(Saved data entries)

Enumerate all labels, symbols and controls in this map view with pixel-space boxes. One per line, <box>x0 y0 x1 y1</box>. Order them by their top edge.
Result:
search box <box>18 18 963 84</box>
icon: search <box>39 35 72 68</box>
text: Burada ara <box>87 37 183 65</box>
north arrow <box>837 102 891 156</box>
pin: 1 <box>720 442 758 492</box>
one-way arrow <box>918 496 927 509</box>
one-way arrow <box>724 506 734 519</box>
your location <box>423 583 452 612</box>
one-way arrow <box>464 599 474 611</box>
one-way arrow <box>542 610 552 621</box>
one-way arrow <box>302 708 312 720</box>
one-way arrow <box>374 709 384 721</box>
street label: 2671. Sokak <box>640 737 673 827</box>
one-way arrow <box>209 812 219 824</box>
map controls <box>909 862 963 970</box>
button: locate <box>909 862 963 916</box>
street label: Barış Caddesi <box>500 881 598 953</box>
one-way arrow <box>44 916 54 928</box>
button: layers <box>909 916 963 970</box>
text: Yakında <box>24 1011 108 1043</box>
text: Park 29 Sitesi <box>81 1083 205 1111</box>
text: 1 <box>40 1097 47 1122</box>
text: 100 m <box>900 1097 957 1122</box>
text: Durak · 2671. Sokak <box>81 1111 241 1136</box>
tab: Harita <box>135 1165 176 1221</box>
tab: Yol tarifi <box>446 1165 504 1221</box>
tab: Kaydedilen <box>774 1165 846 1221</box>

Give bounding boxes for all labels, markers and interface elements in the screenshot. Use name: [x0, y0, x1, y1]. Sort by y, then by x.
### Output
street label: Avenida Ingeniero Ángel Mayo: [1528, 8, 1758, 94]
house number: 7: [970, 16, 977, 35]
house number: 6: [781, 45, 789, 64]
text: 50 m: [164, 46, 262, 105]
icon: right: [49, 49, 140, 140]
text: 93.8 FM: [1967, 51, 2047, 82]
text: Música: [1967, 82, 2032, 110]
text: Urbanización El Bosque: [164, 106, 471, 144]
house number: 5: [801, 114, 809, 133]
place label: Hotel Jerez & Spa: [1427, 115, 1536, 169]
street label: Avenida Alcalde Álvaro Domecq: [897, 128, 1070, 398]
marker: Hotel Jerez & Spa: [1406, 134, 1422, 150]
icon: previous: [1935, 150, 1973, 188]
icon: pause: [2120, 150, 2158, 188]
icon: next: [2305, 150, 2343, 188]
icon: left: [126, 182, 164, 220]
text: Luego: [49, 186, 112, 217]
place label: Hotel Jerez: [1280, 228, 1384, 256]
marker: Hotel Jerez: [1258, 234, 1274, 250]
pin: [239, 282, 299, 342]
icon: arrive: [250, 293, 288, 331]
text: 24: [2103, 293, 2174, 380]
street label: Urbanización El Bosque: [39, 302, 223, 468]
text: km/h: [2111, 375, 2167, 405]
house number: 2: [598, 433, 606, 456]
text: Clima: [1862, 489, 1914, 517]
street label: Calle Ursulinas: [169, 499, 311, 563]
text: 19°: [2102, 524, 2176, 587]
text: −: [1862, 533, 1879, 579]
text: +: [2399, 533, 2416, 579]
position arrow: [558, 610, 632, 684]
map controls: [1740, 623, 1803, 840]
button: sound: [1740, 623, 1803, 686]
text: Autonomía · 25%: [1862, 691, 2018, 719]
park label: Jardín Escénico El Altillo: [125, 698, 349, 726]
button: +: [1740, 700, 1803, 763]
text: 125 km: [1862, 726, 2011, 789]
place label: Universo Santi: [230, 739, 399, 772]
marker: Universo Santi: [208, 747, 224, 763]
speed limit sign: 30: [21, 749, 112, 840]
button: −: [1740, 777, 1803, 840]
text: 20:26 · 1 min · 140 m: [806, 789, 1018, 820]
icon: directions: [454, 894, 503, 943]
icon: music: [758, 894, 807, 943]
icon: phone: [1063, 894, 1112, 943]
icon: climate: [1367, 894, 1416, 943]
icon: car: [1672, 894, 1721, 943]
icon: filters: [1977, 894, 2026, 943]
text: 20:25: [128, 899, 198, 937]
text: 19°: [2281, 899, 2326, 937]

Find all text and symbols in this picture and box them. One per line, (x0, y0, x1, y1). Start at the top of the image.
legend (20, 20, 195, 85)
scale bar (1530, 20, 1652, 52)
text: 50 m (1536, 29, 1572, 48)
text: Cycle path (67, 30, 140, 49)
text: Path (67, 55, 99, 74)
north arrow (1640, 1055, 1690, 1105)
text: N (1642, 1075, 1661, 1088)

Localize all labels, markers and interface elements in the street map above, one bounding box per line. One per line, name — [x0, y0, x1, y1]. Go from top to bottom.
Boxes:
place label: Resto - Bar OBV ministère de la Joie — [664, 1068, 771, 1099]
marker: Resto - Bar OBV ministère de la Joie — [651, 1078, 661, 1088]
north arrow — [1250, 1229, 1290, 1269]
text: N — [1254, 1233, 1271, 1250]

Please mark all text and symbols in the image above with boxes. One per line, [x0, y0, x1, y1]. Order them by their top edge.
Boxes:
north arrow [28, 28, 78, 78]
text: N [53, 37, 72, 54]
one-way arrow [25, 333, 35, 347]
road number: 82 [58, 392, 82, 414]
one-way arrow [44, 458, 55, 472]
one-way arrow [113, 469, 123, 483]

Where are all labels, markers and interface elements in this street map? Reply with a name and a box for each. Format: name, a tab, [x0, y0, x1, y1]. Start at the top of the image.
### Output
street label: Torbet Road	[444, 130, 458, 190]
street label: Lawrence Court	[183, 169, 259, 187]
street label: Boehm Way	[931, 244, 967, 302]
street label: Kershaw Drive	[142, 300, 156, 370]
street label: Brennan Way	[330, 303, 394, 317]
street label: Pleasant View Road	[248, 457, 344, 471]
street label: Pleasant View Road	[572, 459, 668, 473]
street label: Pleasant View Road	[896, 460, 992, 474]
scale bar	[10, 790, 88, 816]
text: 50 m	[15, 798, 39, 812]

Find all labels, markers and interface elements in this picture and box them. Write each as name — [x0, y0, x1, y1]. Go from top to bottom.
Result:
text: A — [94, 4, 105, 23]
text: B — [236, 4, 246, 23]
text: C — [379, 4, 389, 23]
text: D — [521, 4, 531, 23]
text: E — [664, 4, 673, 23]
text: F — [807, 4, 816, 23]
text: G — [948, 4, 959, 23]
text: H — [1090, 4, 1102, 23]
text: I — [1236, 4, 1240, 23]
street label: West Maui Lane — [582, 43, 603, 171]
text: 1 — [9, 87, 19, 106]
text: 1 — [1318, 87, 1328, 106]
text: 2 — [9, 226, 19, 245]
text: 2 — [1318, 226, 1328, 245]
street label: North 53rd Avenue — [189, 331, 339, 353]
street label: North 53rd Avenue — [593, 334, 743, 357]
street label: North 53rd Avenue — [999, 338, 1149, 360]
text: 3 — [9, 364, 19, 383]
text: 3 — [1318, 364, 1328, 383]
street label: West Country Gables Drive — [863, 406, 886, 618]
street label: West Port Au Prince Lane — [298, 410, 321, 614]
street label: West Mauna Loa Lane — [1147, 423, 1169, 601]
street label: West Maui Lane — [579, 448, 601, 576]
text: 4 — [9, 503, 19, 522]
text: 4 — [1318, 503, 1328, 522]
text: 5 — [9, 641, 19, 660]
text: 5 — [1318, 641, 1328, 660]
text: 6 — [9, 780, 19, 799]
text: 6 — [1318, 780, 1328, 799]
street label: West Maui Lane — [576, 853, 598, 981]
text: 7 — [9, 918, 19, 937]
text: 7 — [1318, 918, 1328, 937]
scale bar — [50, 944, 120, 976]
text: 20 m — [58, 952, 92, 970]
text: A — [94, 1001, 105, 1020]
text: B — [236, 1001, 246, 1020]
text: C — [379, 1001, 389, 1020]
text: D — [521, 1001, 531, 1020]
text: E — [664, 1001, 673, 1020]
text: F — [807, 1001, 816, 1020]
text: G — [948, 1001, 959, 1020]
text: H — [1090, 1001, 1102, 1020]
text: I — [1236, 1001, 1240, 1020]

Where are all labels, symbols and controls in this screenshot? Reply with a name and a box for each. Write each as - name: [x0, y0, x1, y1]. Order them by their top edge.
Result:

• [WORK INSTRUCTION]: Search the records for the string "from", and copy every line that holds it.

• [RESPONSE TO THIS EXERCISE]:
Localize all labels, markers and interface elements in the street map above, one bounding box per line. One per line, name — [x0, y0, x1, y1]. Go from top to bottom.
Find all labels, markers and interface elements in this picture and box them. Write each as name — [x0, y0, x1, y1]. Go from top to bottom.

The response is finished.